The task: Where the word "grid" appears in a line of the entries below, count that line and give the total alone.

-*-*-

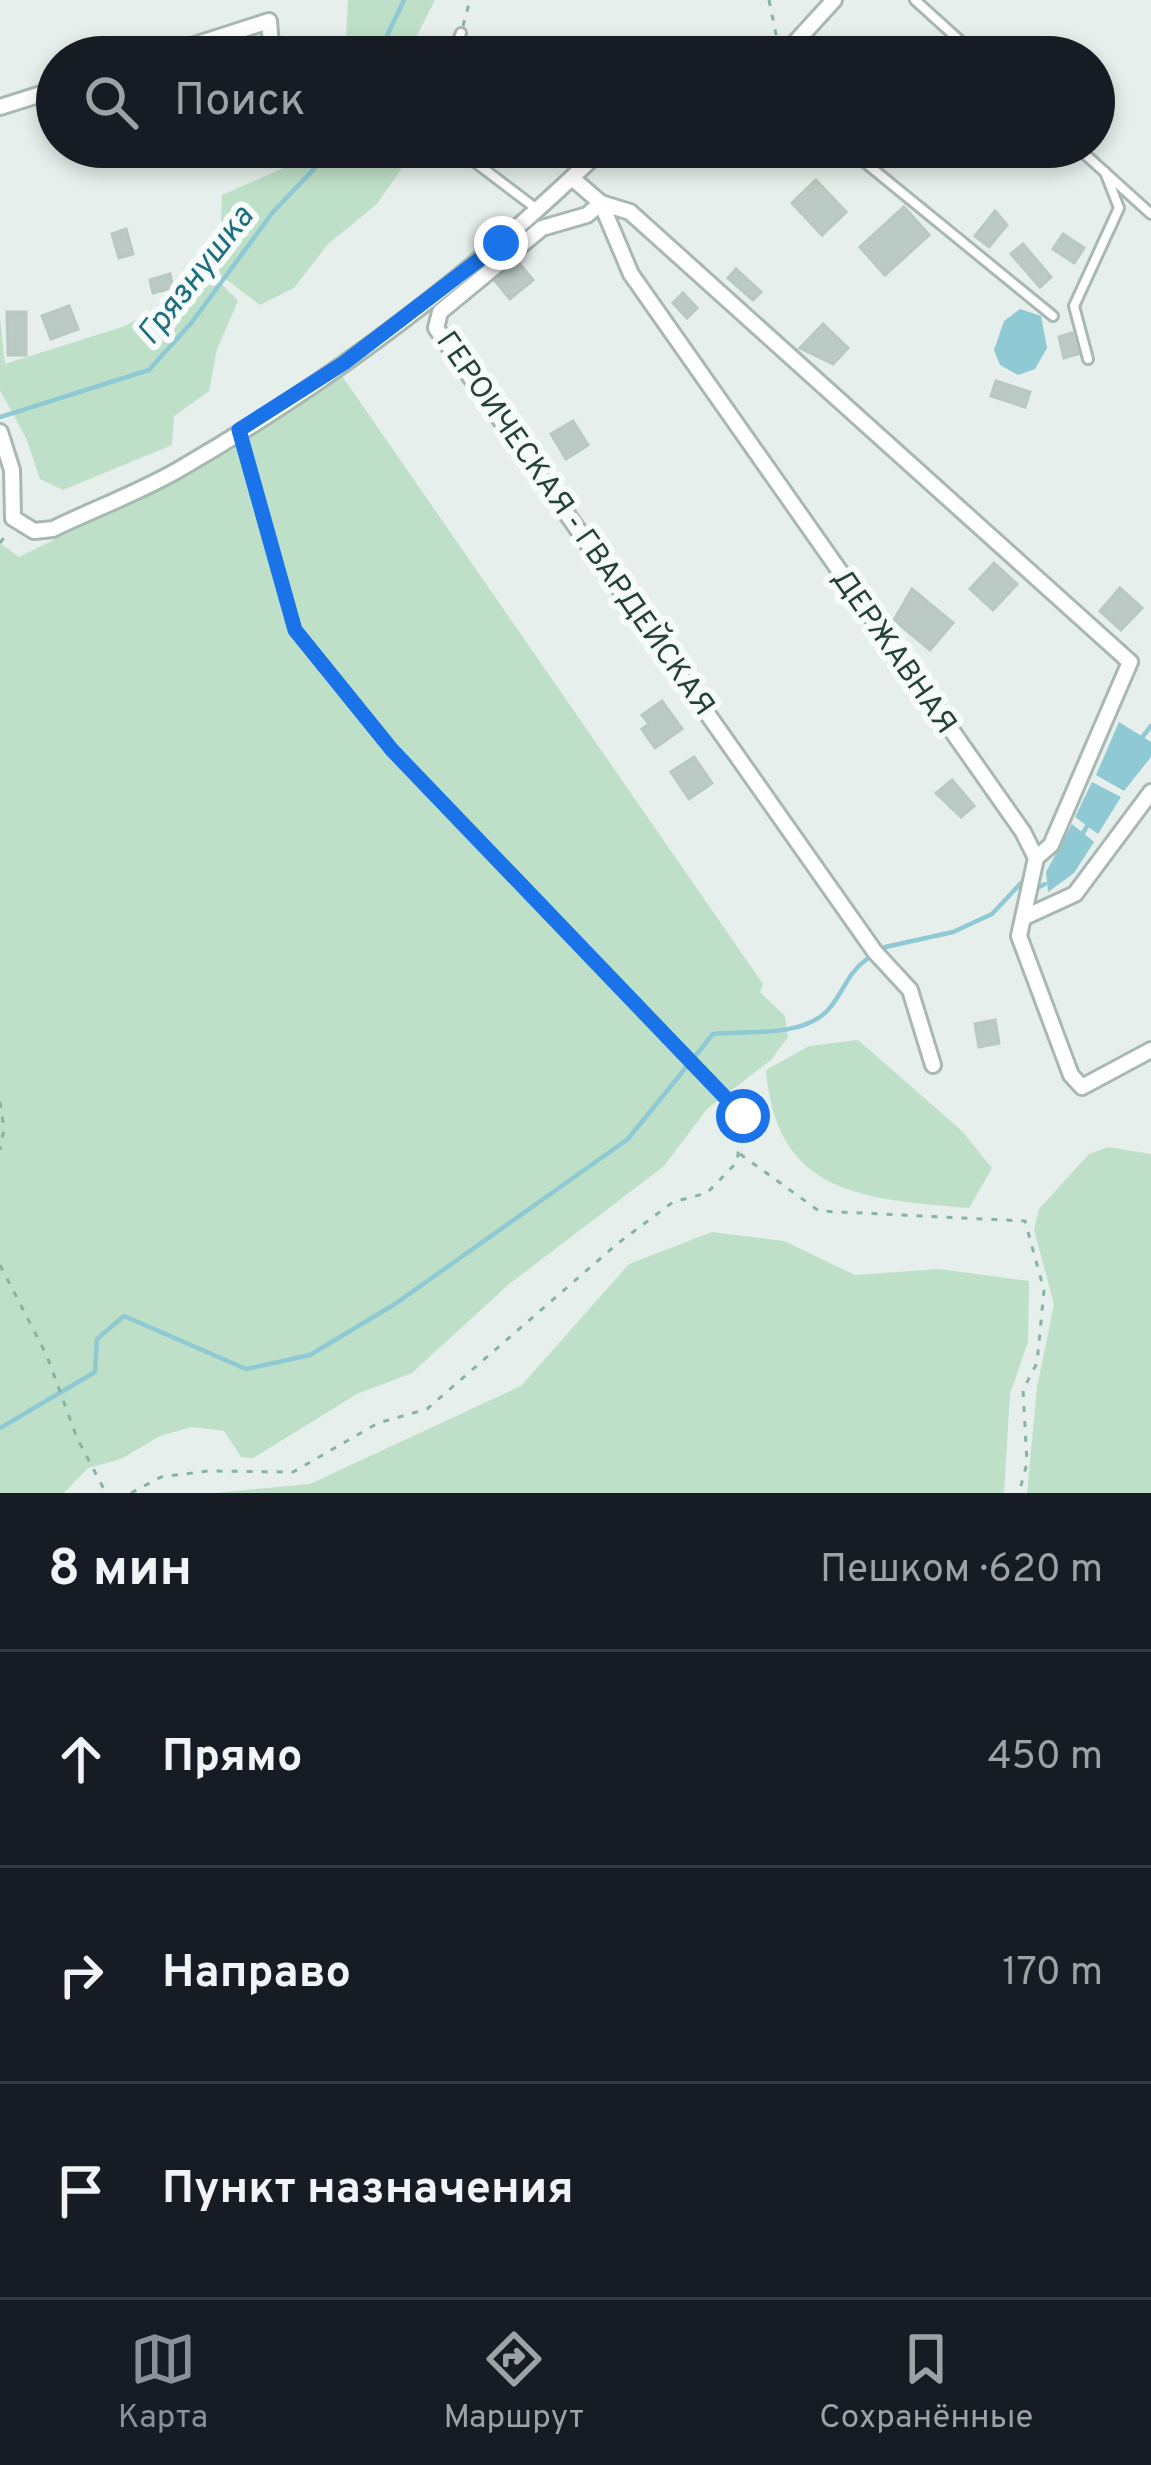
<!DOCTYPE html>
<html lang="ru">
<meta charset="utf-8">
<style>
body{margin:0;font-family:Overpass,sans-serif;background:#20242c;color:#f1f3f6}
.stop{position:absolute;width:36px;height:36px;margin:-27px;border:9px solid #1a73e8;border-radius:50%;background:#fff}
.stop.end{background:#1a73e8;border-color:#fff;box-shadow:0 3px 12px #0008}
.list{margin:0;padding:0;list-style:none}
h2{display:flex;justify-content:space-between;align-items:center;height:156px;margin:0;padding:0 48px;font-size:51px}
h2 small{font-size:39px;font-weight:400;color:#9ea1a6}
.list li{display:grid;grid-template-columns:78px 1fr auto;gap:36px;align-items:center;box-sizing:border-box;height:216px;padding:0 48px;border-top:3px solid #363941}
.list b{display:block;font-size:45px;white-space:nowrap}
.list em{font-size:39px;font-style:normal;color:#9ea1a6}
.icon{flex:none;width:66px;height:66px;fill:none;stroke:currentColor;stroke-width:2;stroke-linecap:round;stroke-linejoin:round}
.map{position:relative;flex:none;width:1151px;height:1493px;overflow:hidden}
.search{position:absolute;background:#171b24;box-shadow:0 6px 18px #0003;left:36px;right:36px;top:36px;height:132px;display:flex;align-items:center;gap:30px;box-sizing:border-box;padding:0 42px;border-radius:66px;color:#9ea1a6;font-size:45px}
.sheet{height:804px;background:#171b24}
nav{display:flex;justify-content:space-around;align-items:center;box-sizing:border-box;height:168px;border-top:3px solid #363941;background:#171b24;font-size:33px;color:#9ea1a6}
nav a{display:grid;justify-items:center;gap:6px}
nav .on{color:#8c9099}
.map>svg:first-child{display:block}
</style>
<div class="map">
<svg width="1151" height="1493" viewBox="0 0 1151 1493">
<rect width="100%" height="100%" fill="#e6efeb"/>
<g fill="#bfe0c8">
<path d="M 348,0 L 435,0 L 406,57 L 345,57 Z"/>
<path d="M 298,147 L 413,147 L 414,151 L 377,204 L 328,244 L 294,288 L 260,305 L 219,274 L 222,195 L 288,166 Z"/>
<path d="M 213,250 L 213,275 L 238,301 L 217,349 L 209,391 L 174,416 L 172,445 L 63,490 L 40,479 L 27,440 L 0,390 L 0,318 L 5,364 L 125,326 L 154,309 Z"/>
<path d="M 340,373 L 763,984 L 760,992 L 785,1016 L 788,1037 L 771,1060 L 707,1109 L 664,1166 L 508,1285 L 412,1373 L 357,1394 L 253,1458 L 241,1457 L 224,1431 L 192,1427 L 160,1436 L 121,1459 L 88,1468 L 64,1493 L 0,1493 L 0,543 L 19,557 L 187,474 Z"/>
<path d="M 858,1040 L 962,1131 L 992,1168 L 969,1208 C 865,1199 776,1196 766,1070 L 809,1046 Z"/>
<path d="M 1108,1147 L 1151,1154 L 1151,1493 L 1027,1493 L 1037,1387 L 1054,1304 L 1034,1230 L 1039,1209 L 1089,1154 Z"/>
<path d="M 712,1232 L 784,1241 L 855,1275 L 939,1269 L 1029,1281 L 1028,1342 L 1010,1394 L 1004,1493 L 215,1493 L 310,1484 L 521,1386 L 629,1264 Z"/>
</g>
<g fill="#8ec9d4">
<path d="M 1020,309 L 1041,316 L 1047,348 L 1035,369 L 1018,375 L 1000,365 L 994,350 L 1004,321 Z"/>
<path d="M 1119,722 L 1151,742 L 1151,757 L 1124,791 L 1096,775 Z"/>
<path d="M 1092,782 L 1121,797 L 1098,834 L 1075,817 Z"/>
<path d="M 1072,824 L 1094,842 L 1074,873 L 1048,892 L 1046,872 Z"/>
</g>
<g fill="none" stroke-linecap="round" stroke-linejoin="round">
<g stroke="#8ec9d4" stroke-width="4.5">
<path d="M 377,57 L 404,0"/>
<path d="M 0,417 L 149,370 L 192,322 L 273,212 L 335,147"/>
<path d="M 1140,740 L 1151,726"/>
<path d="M 1083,833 L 1090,821"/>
<path d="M 1037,888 L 1045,884"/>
<path d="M 885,947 L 953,932 L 992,914 L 1021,883"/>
<path d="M 0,1428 L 95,1372 L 97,1339 L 124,1316 L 246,1369 L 310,1355 L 395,1304 L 628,1139 L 713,1034 C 748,1031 800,1037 826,1012 C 843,995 846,974 867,959"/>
</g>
</g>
<g fill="#bbcac4" stroke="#b8c9c2" stroke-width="3">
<path d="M 816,180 L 846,212 L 822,235 L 792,203 Z"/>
<path d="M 904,207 L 929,235 L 885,275 L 860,247 Z"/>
<path d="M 995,211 L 1007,225 L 989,247 L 975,236 Z"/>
<path d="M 126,229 L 133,254 L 119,258 L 112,234 Z"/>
<path d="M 1063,234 L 1084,248 L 1074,263 L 1053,249 Z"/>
<path d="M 1023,244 L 1051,277 L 1040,287 L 1011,254 Z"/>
<path d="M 518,262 L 533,280 L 510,299 L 495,281 Z"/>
<path d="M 736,269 L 761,292 L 753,300 L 728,278 Z"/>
<path d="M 170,274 L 173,288 L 153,293 L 150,280 Z"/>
<path d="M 683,293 L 697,308 L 687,318 L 673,303 Z"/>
<path d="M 69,306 L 78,329 L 51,339 L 42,316 Z"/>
<path d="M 7,312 L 26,312 L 26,355 L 8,355 Z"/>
<path d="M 823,324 L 848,348 L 833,364 L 800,348 Z"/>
<path d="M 1072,333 L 1078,354 L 1064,358 L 1059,337 Z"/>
<path d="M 996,381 L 1030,392 L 1025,407 L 991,396 Z"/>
<path d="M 573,421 L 588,445 L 566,459 L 551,434 Z"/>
<path d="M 994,563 L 1017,584 L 993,610 L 970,589 Z"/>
<path d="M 1120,588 L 1142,608 L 1121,630 L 1100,611 Z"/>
<path d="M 912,589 L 953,623 L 930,650 L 894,620 Z"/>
<path d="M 662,701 L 682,729 L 655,748 L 642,729 L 649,724 L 642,715 Z"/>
<path d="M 694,757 L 712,783 L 689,799 L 671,772 Z"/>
<path d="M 952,780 L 974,806 L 961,817 L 936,793 Z"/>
<path d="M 995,1020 L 999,1043 L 979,1047 L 975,1024 Z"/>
</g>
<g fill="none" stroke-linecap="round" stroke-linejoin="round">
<g stroke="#a8b8b2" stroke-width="14">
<g id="lane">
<path d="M 915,0 L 978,57"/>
<path d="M 451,57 L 461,33"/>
<path d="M 455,147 L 538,210"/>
<path d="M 846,147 L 1053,316"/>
<path d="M 1077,147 L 1151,214"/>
<path d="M 1088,359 L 1074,306 L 1119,208 L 1105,172"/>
</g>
</g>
<g stroke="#a8b8b2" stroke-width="20">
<g id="street">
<path d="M 157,57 L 269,21 L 272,57"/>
<path d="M 782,57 L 834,0"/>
<path d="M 0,107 L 57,89"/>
<path d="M 572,178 L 601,203 L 631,274 L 1023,832 L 1036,858 L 1019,936 L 1071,1075 L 1082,1087 L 1151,1050"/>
<path d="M 0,432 L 12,470 L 13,518 L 34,531 L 53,529 C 94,509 138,493 178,470 C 332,381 477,271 604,147"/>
<path d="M 1027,916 L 1075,894 L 1151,792"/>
<path d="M 933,1065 L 910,990 L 875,952 L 436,328 L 440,312 L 542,228 L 587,215 L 601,203 L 630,212 L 1130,662 L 1051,845 L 1036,858"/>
</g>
</g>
<g stroke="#86b3a5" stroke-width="3" stroke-dasharray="6 9" stroke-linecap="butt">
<path d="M 769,0 L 778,44"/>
<path d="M 463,26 L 470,0"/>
<path d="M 0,543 L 8,532"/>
<path d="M 0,1102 L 4,1129 L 0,1150"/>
<path d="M 740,1154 L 819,1211 L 1025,1221 L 1044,1290 L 1037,1363 L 1023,1390 L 1027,1463 L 1019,1493"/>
<path d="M 0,1265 L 47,1356 L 77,1438 L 106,1493"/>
<path d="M 131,1493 L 161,1477 L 208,1471 L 293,1472 L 378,1423 L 427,1409 L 617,1244 L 673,1202 L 707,1193 L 737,1162 L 743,1116 L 392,750 L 295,630 L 244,448"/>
</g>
<use href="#lane" stroke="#fff" stroke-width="8"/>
<use href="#street" stroke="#fff" stroke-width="14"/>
</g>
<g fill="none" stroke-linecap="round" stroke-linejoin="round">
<path stroke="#1a73e8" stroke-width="15" d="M 501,243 L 344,363 L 239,430 L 295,630 L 392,750 L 743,1116"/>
</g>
<g text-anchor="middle" stroke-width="12" stroke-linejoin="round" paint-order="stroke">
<g font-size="30" fill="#24423a" stroke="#f7fbf9">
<text transform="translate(576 523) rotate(55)" y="10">ГЕРОИЧЕСКАЯ - ГВАРДЕЙСКАЯ</text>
<text transform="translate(895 651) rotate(55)" y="10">ДЕРЖАВНАЯ</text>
</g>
<g font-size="33" font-style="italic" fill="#1c6f80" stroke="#f7fbf9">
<text transform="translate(194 274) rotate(-52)" y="12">Грязнушка</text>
</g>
</g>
</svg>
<div class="stop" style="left:743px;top:1116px"></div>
<div class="stop end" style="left:501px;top:243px"></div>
<div class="search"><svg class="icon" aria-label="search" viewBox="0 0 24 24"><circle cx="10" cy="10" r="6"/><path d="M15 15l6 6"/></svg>Поиск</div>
</div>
<section class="sheet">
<h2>8 мин<small>Пешком · 620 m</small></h2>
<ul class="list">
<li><svg class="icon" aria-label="ahead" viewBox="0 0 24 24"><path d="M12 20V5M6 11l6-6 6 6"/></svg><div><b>Прямо</b></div><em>450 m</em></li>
<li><svg class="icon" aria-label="right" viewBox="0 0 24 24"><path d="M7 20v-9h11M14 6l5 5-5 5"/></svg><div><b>Направо</b></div><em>170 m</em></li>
<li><svg class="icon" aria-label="arrive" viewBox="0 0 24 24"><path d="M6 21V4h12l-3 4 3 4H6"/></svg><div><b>Пункт назначения</b></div></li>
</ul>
</section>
<nav>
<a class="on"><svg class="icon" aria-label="map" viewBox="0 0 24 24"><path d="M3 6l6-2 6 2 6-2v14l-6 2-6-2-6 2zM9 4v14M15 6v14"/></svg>Карта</a>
<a><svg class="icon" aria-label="directions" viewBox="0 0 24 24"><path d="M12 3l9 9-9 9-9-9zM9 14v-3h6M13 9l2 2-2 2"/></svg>Маршрут</a>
<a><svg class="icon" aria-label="saved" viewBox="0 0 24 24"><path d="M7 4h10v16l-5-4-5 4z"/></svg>Сохранённые</a>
</nav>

-*-*-

Task answer: 2